Отец обнимал Стёпу за плечи:
– Не слушай никого. А Лёвушку – особенно. Алкаш он. (Дядя Лёва нисколько не обижался на эти слова, даже ухмылялся с непонятной гордостью.) Ты знай учись. Алкашом стать всегда успеешь. Каких красных командиров знаешь?
Почему-то он всегда спрашивал Стёпу про красных командиров, про Гражданскую войну, хотя по телевизору говорят, что и красные, и белые были по-своему правы. Стёпа любил смотреть исторические передачи. И на вопросы отца уверенно отвечал: Чапаев, Блюхер, Котовский, Щорс. Отец шумно радовался, вываливал из карманов мелочь – на мороженое. Если только она была.

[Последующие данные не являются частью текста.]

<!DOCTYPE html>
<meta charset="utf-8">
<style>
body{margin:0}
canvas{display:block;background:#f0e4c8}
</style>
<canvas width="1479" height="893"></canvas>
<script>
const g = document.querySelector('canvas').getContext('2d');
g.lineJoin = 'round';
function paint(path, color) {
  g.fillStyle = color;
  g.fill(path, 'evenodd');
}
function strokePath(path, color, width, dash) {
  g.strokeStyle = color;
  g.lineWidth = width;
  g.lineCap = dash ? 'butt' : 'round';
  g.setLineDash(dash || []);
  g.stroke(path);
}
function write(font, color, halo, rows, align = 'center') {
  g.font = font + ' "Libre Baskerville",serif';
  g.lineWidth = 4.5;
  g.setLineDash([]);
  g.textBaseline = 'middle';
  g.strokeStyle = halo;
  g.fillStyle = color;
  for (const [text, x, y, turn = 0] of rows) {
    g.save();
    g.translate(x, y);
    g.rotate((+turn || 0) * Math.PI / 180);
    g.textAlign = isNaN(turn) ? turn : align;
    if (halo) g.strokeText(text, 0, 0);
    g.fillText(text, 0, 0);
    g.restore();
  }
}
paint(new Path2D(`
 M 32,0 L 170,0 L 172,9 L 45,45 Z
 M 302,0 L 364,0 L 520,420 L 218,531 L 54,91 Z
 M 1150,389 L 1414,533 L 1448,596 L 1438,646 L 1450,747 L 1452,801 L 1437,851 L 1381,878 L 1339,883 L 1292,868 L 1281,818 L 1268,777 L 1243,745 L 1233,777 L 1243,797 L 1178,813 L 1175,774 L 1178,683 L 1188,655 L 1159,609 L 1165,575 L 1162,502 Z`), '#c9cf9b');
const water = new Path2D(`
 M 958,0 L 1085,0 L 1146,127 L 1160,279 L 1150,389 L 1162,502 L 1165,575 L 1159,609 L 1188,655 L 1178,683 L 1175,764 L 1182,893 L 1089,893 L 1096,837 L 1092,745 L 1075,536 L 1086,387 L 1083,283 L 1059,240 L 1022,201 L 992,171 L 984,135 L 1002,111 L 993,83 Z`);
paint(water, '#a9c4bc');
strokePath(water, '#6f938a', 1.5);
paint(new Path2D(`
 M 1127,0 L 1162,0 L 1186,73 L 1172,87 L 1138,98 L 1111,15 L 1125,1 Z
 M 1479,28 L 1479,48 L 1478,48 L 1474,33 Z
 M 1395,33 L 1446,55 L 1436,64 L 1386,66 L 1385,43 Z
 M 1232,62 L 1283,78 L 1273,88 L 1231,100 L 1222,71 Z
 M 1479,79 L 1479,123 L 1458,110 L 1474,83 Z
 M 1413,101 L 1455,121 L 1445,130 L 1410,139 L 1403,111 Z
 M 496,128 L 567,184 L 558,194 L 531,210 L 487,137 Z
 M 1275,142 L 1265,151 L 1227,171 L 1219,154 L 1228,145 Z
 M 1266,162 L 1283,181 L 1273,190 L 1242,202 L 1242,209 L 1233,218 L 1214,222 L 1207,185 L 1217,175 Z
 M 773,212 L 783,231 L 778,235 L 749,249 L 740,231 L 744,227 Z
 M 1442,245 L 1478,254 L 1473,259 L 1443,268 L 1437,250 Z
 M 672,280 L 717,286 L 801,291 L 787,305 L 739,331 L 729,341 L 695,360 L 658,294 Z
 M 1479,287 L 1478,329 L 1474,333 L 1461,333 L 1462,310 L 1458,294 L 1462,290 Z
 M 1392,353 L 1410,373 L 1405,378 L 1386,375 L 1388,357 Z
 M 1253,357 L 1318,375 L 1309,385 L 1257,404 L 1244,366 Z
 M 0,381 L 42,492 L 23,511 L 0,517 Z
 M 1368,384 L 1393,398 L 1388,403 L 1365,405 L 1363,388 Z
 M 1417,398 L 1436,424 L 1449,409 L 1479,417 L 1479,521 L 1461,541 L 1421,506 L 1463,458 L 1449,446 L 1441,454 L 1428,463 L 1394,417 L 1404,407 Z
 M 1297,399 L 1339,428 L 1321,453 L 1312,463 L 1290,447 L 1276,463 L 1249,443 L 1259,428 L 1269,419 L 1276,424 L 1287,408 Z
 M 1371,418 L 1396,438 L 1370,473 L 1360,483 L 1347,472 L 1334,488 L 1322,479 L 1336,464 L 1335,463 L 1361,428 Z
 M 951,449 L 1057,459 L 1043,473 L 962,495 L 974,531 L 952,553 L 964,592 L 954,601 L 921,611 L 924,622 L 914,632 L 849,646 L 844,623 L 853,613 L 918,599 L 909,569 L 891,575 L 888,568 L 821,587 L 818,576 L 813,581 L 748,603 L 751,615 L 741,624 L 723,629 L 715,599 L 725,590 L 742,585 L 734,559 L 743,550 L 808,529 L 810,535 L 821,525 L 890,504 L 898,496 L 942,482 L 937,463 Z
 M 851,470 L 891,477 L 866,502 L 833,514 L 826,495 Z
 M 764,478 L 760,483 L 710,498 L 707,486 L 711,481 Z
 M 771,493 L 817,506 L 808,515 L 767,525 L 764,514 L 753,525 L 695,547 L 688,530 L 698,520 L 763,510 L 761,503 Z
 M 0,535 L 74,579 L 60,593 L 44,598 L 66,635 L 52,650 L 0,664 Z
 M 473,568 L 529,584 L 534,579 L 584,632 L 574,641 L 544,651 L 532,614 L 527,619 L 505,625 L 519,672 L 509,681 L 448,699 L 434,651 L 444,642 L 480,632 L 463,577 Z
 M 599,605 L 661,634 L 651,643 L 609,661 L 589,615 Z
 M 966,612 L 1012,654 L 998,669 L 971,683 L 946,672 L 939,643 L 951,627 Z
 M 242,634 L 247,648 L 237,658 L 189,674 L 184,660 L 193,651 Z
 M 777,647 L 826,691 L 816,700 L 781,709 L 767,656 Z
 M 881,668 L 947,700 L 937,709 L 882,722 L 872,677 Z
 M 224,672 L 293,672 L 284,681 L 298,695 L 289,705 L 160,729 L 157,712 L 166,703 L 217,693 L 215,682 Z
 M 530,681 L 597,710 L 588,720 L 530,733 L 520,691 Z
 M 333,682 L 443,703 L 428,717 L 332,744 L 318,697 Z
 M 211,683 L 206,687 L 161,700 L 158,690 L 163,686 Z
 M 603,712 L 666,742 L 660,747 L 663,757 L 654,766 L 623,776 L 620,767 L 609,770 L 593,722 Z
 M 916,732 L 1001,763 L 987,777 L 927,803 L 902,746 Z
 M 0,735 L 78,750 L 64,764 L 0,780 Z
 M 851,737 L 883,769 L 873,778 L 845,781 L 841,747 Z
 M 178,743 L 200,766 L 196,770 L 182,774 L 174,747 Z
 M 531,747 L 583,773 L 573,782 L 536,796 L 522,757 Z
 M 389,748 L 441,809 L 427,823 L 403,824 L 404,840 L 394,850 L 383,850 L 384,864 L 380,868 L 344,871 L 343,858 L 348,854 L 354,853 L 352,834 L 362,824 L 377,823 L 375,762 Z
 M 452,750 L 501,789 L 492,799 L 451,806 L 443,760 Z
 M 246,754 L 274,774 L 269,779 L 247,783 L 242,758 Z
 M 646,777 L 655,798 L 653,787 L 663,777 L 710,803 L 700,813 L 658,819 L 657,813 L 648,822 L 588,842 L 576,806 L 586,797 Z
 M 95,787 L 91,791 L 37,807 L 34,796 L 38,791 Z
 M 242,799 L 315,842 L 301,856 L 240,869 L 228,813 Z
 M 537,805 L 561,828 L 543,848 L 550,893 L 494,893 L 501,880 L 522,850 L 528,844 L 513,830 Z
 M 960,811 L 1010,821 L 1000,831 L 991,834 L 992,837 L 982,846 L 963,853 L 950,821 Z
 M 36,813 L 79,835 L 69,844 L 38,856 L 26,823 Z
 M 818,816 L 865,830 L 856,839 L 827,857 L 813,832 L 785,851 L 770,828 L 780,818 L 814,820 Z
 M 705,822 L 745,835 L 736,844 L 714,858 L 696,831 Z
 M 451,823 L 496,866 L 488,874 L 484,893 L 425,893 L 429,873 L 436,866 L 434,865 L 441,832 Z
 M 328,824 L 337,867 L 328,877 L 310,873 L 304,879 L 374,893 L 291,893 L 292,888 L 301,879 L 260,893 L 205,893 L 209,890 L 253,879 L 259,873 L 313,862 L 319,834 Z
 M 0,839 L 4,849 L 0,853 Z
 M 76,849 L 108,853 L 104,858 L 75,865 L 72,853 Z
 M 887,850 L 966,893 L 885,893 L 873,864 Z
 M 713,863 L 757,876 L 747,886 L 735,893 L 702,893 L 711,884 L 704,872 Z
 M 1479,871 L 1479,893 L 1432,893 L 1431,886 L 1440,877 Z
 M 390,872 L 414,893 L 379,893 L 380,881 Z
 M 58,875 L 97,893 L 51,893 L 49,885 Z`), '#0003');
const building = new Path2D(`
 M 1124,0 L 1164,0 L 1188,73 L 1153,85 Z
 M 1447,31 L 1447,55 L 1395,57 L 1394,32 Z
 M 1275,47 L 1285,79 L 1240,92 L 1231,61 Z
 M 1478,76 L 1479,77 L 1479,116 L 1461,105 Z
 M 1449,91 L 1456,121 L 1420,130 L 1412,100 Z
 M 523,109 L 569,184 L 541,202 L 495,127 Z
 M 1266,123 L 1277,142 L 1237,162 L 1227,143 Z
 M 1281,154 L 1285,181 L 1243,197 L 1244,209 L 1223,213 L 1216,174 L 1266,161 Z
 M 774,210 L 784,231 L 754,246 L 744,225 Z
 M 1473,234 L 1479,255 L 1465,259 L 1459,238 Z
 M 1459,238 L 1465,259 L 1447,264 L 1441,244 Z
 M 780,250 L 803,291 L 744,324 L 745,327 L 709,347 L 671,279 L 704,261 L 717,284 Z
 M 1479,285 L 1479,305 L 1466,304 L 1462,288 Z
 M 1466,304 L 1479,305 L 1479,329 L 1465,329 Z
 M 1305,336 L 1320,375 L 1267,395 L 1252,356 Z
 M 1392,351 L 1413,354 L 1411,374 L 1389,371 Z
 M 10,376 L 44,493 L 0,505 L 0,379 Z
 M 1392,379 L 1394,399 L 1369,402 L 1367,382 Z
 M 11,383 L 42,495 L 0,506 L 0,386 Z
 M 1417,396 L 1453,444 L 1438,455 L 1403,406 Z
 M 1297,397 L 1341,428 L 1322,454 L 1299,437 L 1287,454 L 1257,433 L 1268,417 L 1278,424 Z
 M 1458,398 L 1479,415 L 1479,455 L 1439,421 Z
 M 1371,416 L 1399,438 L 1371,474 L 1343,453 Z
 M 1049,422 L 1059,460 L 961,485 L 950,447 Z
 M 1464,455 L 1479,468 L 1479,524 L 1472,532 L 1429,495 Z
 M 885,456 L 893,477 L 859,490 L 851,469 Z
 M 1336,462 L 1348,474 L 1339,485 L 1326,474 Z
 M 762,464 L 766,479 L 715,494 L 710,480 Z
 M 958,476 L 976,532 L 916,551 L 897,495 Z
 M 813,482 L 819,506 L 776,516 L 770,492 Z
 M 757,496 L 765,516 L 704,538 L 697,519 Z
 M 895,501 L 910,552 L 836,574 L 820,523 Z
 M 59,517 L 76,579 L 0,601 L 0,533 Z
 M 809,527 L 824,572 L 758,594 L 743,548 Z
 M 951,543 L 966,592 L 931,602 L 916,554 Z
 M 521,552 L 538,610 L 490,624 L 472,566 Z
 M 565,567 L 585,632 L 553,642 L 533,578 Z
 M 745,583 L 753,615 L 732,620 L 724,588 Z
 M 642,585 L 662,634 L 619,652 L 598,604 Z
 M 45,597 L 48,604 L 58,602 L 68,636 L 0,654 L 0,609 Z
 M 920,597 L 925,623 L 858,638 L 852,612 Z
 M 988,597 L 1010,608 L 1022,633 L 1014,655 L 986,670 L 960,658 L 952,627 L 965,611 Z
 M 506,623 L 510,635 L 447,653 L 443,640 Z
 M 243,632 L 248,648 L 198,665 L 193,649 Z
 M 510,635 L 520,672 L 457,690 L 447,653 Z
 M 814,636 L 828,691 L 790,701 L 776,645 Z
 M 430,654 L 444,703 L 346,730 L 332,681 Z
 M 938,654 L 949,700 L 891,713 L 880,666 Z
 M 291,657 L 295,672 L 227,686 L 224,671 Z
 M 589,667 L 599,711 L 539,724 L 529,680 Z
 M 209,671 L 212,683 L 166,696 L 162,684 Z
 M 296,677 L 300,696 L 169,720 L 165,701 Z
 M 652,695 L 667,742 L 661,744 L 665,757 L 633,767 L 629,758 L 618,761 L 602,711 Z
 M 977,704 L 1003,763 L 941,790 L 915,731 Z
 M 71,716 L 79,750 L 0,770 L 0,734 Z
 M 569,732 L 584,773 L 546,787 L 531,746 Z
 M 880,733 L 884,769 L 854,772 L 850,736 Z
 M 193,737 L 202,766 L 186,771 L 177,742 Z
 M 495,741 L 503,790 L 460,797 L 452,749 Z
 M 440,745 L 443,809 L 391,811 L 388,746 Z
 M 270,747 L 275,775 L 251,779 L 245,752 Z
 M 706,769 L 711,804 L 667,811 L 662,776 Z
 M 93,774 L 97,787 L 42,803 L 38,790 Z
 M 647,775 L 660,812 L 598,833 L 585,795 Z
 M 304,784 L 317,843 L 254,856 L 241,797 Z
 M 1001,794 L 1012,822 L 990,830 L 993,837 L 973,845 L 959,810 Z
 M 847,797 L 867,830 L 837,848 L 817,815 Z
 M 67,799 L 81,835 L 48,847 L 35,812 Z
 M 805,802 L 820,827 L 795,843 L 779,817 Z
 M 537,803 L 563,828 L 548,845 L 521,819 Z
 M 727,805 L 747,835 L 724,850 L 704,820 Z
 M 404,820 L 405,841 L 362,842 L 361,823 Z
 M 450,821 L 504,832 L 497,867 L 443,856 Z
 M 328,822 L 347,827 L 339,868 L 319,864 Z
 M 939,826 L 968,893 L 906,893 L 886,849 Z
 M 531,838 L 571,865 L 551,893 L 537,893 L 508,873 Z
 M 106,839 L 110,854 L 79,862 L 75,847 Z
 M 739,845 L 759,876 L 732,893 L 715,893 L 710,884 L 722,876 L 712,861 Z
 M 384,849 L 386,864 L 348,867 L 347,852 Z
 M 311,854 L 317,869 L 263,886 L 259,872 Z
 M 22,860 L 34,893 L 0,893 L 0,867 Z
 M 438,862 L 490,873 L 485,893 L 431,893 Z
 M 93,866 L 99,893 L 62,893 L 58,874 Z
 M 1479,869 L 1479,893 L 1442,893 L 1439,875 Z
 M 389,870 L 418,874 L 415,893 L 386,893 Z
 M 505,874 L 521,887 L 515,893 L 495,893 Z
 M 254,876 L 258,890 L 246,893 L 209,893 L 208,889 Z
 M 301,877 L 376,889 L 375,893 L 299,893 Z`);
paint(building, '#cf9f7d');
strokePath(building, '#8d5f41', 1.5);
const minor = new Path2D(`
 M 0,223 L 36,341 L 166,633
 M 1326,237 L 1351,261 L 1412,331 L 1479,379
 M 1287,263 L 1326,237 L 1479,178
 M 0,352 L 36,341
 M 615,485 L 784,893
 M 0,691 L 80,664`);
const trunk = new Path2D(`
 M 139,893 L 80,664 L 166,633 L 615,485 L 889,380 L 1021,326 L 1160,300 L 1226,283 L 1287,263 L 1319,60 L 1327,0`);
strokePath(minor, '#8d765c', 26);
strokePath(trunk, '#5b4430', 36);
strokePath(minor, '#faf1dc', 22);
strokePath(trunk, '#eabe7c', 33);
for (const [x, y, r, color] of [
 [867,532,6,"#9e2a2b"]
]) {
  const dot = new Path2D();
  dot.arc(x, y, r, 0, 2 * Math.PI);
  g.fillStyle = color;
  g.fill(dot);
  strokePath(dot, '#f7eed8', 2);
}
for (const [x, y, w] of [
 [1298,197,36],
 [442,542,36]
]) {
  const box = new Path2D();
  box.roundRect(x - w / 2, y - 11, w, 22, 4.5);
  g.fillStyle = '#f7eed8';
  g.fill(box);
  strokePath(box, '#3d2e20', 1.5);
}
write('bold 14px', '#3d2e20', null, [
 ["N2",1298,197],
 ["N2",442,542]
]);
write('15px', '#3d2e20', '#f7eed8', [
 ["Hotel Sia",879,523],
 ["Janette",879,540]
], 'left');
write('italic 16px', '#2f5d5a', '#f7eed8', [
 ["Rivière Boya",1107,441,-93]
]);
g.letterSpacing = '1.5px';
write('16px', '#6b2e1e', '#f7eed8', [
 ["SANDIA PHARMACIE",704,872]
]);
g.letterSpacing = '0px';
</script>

А иногда бывало и по-другому. Месяц, два – никаких застолий, никаких гостей. Отец приходил с работы хмурый, придирался к матери, кричал на Стёпу. Это означало: задерживают зарплату, и даже тётя Клава, бабка-самогонщица с первого этажа, перестала наливать в долг. Отец как будто бы превращался в собственного злого двойника. Зато, когда зарплату всё-таки давали – мигом добрел. И жадно пил. И приводил к себе в комнату друзей, которые тоже жадно пили и тоже становились весёлыми и шумными. Включали радио и хором подпевали, когда звучала знакомая песня – «Айсберг» или «Подорожник-трава». Или вытаскивали на середину комнаты, в центр стола, телевизор (единственный цветной телевизор в доме), смотрели фильм, будто в кинотеатре. Кричали, болели за героев. «Ну, куда ты прёшь, дурак, там этот гондон засел!» – громче всех вопил дядя Лёва. Стёпа не любил смотреть телевизор. Там показывали каких-то других людей. Эти люди были добрыми или злыми, потому что такими родились или потому что им хотелось быть такими, а не потому, что мало или много выпили.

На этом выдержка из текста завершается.